While the lack of self-gravity in the simulations made it difficult for them to fully match the observed morphologies, observations of line-of-sight velocities in the tails and within the disturbed galaxies agreed with the predictions from the tidal-forces theory (e.g., Schweizer 1978; van der Hulst 1979). The tidal-force theory was, therefore, quickly accepted as the explanation for tails and bridges and these days tails and tidal tails are used synonymously. In addition to tails and bridges, galaxy interactions also give rise to rings and cartwheel galaxies (Lynds & Toomre 1976; Theys & Spiegel 1977; Toomre 1978), shells in elliptical galaxies (Quinn 1984), and polar rings (Athanassoula & Bosma 1985).
While tails and bridges provide convincing evidence for galaxy interactions, whether the involved galaxies actually end up merging was less obvious. Producing the observed tails and bridges required galaxies to approach each other on near-parabolic orbits and without a source of orbital dissipation, interacting galaxies would simply pass each other by and return to being isolated objects. The early simulations discussed so far did not include dark-matter halos, but incontrovertible evidence for their existence was accruing at the same time (see Chapter 8). Extended dark-matter halos around galaxies both significantly increase the cross section for interactions between galaxies—helping to explain the larger observed merger rate—and they provide a source of friction: dynamical friction. Dynamical friction was first discussed by Chandrasekhar (1943a) in the context of a star orbiting within a collection of other stars: Chandrasekhar (1943a) showed that some of the orbital energy of an orbiting star is transferred to random energy of the orbits of the collection of stars it orbits in and this gives rise to a frictional force. This force is proportional to the square of the mass of the star in question and is, thus, larger for more massive stars. As a purely dynamical gravitational effect, dynamical friction also occurs for other massive objects orbiting within a background of lower-mass objects (e.g., globular clusters in the centers of galaxies; Tremaine et al. 1975). If galaxies are surrounded by massive dark-matter halos, then dynamical friction will cause the orbits of interacting galaxies to decay (Ostriker & Tremaine 1975; Tremaine 1976a). Thus, dynamical friction is the missing ingredient that causes the slow, parabolic orbits that give rise to tidal tails and bridges to decay and that eventually leads to mergers. We discuss dynamical friction in more detail in Section 19.4.1.

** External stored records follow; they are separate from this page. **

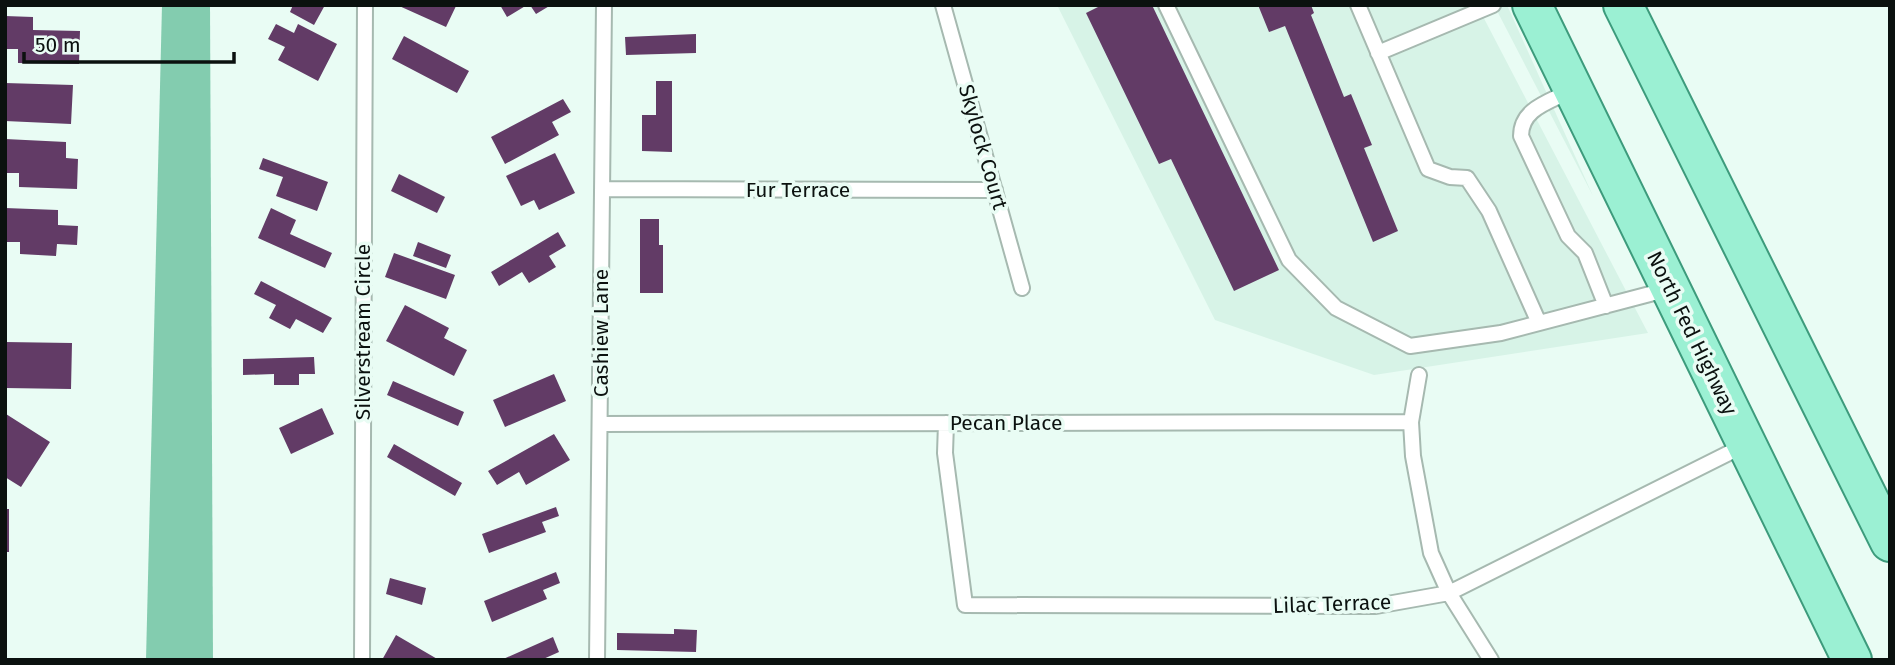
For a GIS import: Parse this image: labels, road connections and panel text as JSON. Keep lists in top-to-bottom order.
{
  "streets": {
    "main road": ["North Fed Highway"],
    "lane": [
      "Skylock Court",
      "Fur Terrace",
      "Silverstream Circle",
      "Cashiew Lane",
      "Pecan Place",
      "Lilac Terrace"
    ]
  },
  "crossings": [
    ["Skylock Court", "Fur Terrace"],
    ["Fur Terrace", "Cashiew Lane"],
    ["Cashiew Lane", "Pecan Place"],
    ["North Fed Highway", "Lilac Terrace"],
    ["Pecan Place", "Lilac Terrace"]
  ],
  "scale_bar": "50 m"
}
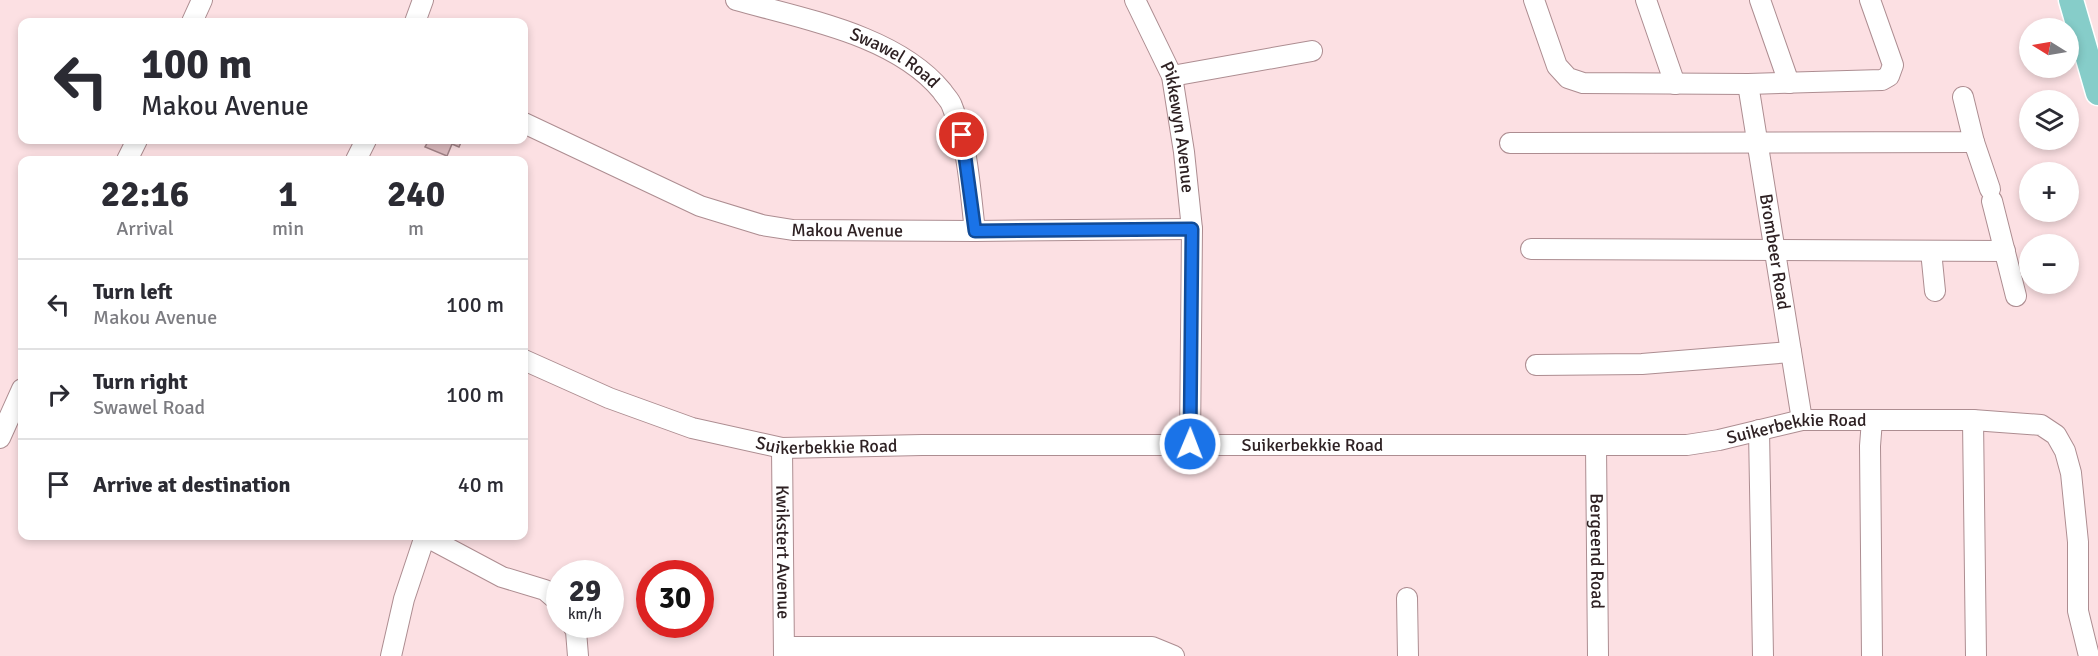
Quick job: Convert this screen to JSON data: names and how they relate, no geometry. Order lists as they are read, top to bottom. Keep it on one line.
{"streets":{"street":["Swawel Road","Pikkewyn Avenue","Makou Avenue","Brombeer Road","Suikerbekkie Road","Bergeend Road","Kwikstert Avenue"]},"crossings":[["Swawel Road","Makou Avenue"],["Pikkewyn Avenue","Makou Avenue"],["Pikkewyn Avenue","Suikerbekkie Road"],["Brombeer Road","Suikerbekkie Road"],["Suikerbekkie Road","Bergeend Road"],["Suikerbekkie Road","Kwikstert Avenue"]],"north":"left","page":{"map_buttons":["+","−"],"turn":["100 m","Makou Avenue"],"eta":["22:16","Arrival","1","min","240","m"],"list":[{"name":"Turn left","note":"Makou Avenue","value":"100 m"},{"name":"Turn right","note":"Swawel Road","value":"100 m"},{"name":"Arrive at destination","value":"40 m"}],"speed":"29 km/h","limit":"30"}}
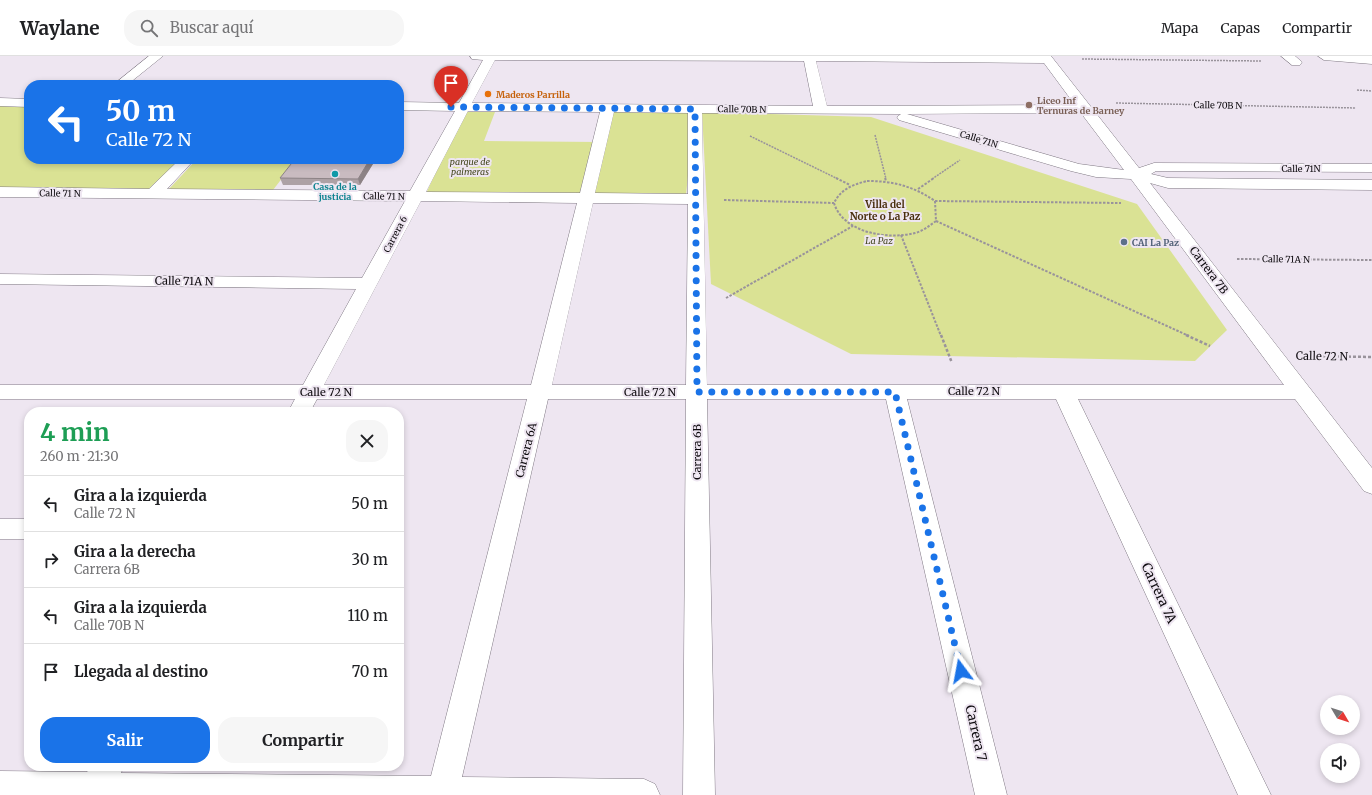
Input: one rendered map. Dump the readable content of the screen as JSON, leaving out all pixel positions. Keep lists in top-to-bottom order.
{
  "streets": {
    "street": [
      "Calle 70B N",
      "Calle 71N",
      "Calle 71 N",
      "Carrera 6",
      "Calle 71A N",
      "Carrera 7B",
      "Calle 72 N",
      "Carrera 6A",
      "Carrera 6B",
      "Carrera 7A",
      "Carrera 7"
    ]
  },
  "crossings": [
    ["Calle 70B N", "Calle 71N"],
    ["Calle 70B N", "Carrera 6"],
    ["Calle 70B N", "Carrera 7B"],
    ["Calle 70B N", "Carrera 6A"],
    ["Calle 70B N", "Carrera 6B"],
    ["Calle 71N", "Carrera 7B"],
    ["Calle 71 N", "Carrera 6"],
    ["Calle 71 N", "Carrera 6A"],
    ["Calle 71 N", "Carrera 6B"],
    ["Carrera 6", "Calle 71A N"],
    ["Carrera 6", "Calle 72 N"],
    ["Calle 71A N", "Carrera 7B"],
    ["Carrera 7B", "Calle 72 N"],
    ["Calle 72 N", "Carrera 6A"],
    ["Calle 72 N", "Carrera 6B"],
    ["Calle 72 N", "Carrera 7A"],
    ["Calle 72 N", "Carrera 7"]
  ],
  "districts": ["Villa del Norte o La Paz"],
  "parks": ["parque de palmeras", "La Paz"],
  "places": [
    "Maderos Parrilla",
    "Liceo Inf Ternuras de Barney",
    "Casa de la justicia",
    "CAI La Paz"
  ],
  "north": "bottom right",
  "page": {
    "header": "Waylane",
    "search": "Buscar aquí",
    "nav": ["Mapa", "Capas", "Compartir"],
    "turn": ["50 m", "Calle 72 N"],
    "heading": ["4 min", "260 m · 21:30"],
    "list": [
      {
        "name": "Gira a la izquierda",
        "note": "Calle 72 N",
        "value": "50 m"
      },
      {
        "name": "Gira a la derecha",
        "note": "Carrera 6B",
        "value": "30 m"
      },
      {
        "name": "Gira a la izquierda",
        "note": "Calle 70B N",
        "value": "110 m"
      },
      {
        "name": "Llegada al destino",
        "value": "70 m"
      }
    ],
    "buttons": ["Salir", "Compartir"]
  }
}
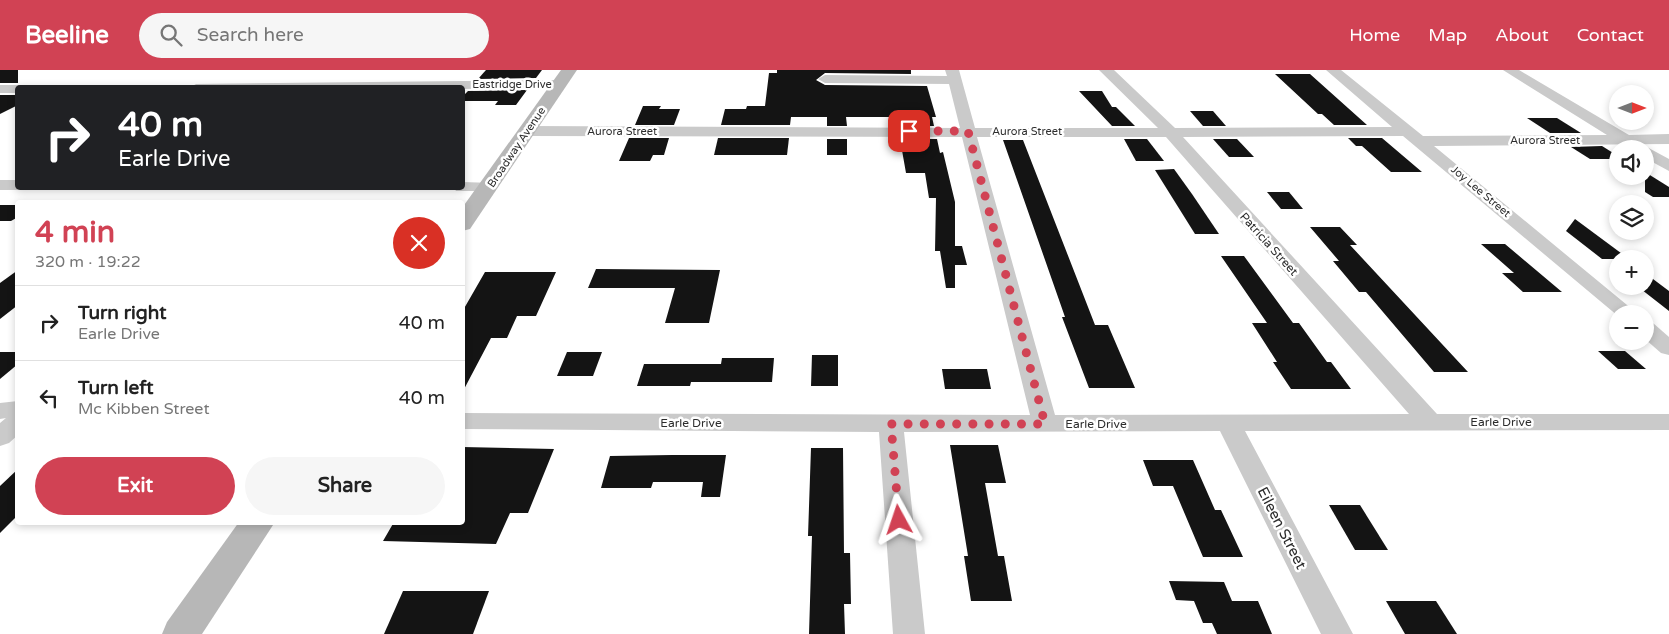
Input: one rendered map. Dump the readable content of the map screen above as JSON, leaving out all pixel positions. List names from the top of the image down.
{
  "streets": {
    "main road": ["Broadway Avenue"],
    "street": [
      "Eastridge Drive",
      "Aurora Street",
      "Joy Lee Street",
      "Patricia Street",
      "Earle Drive",
      "Eileen Street"
    ]
  },
  "crossings": [
    ["Eastridge Drive", "Broadway Avenue"],
    ["Aurora Street", "Broadway Avenue"],
    ["Aurora Street", "Joy Lee Street"],
    ["Aurora Street", "Patricia Street"],
    ["Patricia Street", "Earle Drive"],
    ["Earle Drive", "Eileen Street"]
  ],
  "north": "right",
  "page": {
    "header": "Beeline",
    "search": "Search here",
    "nav": [
      "Home",
      "Map",
      "About",
      "Contact"
    ],
    "map_buttons": ["+", "−"],
    "turn": ["40 m", "Earle Drive"],
    "heading": ["4 min", "320 m · 19:22"],
    "list": [
      {
        "name": "Turn right",
        "note": "Earle Drive",
        "value": "40 m"
      },
      {
        "name": "Turn left",
        "note": "Mc Kibben Street",
        "value": "40 m"
      }
    ],
    "buttons": ["Exit", "Share"]
  }
}
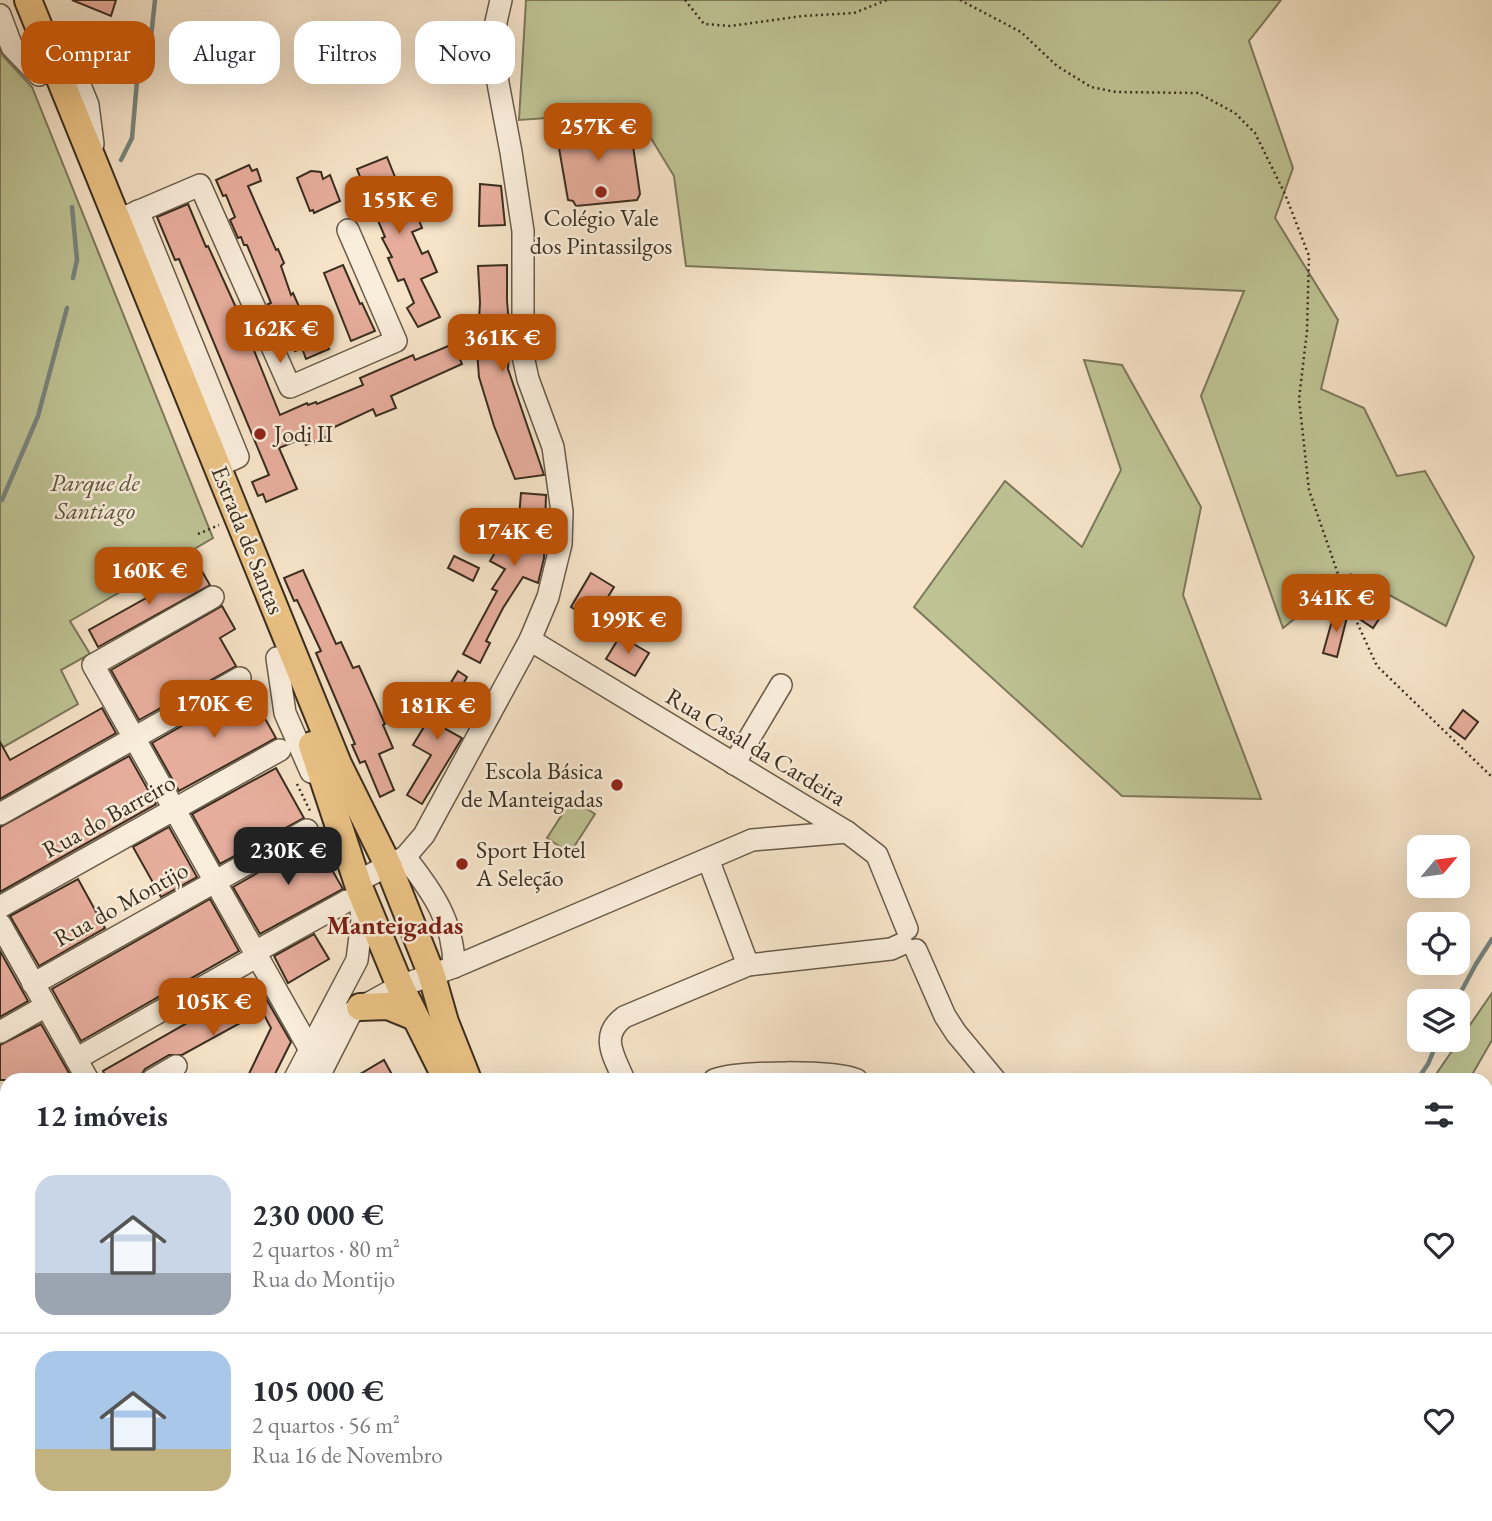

In addition to including dark-matter halos, the larger cosmological context that galaxy evolution occurs in also turned out to favor mergers. Simulations of merging galaxies in a cosmological setting demonstrated that the bottom-up hierarchical clustering inherent in CDM models causes a preponderance of close encounters with low angular momentum, that is, close, nearly head-on collisions (Aarseth & Fall 1980). The importance of mergers is therefore a crucial ingredient in our CDM cosmogony: the hierarchical clustering caused by the abundant small-scale structure in the primordial CDM power spectrum causes close encounters in which the extended dark-matter halos surrounding galaxies collide and transform orbital energy into random motions of the dark-matter particles, leading to an eventual merger of the two systems. Galaxies, occupying only a small volume at the center of their dark-matter halos, survive most of the merger relatively unscathed, until they too merge during the final stage, forming a new, transformed centrally-concentrated galaxy at the bottom of the potential well of the merged halos.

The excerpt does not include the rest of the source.